- Activity
After finding the line with "M237,666L255,675L244,698L226,690Z" in the entries below, retype exactly each line from there through the line with "M798,945L800,966L780,968L777,948Z", including that final line.

::::

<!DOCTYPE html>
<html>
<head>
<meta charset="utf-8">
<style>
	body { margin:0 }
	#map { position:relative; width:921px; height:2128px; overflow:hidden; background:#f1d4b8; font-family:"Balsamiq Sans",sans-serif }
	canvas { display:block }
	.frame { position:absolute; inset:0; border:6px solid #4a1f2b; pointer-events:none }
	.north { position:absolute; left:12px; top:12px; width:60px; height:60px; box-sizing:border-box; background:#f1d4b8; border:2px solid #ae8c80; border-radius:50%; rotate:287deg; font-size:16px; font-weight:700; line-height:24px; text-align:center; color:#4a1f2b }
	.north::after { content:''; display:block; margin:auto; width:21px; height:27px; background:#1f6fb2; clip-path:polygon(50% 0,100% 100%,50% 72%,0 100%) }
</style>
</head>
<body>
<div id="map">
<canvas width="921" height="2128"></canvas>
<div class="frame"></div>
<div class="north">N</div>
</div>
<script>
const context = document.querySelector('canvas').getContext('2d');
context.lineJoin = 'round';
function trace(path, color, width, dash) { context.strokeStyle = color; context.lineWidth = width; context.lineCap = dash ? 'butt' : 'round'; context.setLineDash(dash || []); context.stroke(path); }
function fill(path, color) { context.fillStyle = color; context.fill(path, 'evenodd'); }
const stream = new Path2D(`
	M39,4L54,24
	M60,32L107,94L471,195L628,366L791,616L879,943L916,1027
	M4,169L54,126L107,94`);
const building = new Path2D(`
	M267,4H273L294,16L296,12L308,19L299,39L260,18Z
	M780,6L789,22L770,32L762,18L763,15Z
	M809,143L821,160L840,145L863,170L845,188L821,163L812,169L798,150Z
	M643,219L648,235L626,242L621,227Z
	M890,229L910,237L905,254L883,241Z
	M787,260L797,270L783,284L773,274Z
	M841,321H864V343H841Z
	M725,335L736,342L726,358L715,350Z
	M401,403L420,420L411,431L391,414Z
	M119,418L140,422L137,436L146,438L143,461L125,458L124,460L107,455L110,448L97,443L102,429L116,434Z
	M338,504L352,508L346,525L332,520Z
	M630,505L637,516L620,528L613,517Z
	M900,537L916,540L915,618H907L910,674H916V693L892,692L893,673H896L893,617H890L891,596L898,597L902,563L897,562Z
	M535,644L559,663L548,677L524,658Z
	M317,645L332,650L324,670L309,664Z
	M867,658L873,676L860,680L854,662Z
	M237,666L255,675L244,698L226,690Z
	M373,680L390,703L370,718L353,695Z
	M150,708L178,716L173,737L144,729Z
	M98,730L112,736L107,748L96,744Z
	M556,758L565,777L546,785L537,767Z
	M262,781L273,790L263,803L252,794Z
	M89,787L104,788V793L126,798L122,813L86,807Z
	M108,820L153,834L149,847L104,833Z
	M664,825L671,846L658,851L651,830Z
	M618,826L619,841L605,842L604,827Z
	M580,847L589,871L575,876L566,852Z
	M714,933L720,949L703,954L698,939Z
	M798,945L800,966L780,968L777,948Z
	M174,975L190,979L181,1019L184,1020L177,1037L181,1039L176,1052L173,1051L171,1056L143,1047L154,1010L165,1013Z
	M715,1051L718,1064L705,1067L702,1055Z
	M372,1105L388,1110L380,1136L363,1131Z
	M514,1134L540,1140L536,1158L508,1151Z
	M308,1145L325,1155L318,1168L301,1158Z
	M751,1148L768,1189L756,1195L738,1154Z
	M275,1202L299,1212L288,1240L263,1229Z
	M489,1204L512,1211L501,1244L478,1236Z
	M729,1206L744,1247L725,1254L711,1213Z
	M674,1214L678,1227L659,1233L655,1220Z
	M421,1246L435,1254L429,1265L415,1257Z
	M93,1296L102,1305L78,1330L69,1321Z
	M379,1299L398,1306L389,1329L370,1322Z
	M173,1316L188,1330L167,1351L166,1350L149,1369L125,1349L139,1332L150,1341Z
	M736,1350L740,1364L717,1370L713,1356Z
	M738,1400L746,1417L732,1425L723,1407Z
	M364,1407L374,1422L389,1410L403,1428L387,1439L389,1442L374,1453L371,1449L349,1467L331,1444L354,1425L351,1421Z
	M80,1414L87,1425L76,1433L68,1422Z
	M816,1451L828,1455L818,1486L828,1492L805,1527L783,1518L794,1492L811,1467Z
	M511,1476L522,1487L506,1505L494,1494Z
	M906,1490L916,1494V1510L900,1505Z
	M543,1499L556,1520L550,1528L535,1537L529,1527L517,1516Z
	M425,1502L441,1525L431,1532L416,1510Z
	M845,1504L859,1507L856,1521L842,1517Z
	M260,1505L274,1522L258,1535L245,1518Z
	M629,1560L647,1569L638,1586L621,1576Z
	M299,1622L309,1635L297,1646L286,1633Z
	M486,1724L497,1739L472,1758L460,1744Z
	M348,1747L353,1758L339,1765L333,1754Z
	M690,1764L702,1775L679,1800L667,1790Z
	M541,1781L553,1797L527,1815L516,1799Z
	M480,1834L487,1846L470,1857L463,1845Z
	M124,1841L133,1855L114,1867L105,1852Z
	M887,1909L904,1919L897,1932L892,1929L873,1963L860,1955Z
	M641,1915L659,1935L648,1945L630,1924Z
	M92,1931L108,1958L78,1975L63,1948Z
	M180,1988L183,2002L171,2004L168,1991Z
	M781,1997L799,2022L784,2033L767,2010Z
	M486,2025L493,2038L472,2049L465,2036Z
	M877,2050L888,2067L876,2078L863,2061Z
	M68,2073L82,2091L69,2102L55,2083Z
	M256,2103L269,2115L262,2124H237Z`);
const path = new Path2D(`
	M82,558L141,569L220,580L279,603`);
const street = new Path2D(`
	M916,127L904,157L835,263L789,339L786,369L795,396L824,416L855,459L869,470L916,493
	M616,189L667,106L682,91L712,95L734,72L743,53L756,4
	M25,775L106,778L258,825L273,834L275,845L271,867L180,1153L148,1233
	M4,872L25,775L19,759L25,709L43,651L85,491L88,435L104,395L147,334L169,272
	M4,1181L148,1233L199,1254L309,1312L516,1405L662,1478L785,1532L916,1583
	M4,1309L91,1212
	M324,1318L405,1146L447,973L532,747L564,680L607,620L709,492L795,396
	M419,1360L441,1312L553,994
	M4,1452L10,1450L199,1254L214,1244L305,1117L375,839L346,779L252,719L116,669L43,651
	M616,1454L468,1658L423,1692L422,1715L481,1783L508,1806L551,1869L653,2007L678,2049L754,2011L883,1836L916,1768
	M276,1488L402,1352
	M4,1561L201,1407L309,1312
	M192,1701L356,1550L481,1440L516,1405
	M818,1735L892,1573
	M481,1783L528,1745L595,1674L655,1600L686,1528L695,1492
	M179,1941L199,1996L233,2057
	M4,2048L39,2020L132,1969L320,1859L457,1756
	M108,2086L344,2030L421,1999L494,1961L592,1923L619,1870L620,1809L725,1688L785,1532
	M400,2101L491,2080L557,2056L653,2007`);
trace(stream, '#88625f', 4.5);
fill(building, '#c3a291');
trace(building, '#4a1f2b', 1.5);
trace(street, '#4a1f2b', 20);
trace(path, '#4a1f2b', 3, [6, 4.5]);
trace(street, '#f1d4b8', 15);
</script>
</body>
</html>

::::

- Response to this exercise
	M237,666L255,675L244,698L226,690Z
	M373,680L390,703L370,718L353,695Z
	M150,708L178,716L173,737L144,729Z
	M98,730L112,736L107,748L96,744Z
	M556,758L565,777L546,785L537,767Z
	M262,781L273,790L263,803L252,794Z
	M89,787L104,788V793L126,798L122,813L86,807Z
	M108,820L153,834L149,847L104,833Z
	M664,825L671,846L658,851L651,830Z
	M618,826L619,841L605,842L604,827Z
	M580,847L589,871L575,876L566,852Z
	M714,933L720,949L703,954L698,939Z
	M798,945L800,966L780,968L777,948Z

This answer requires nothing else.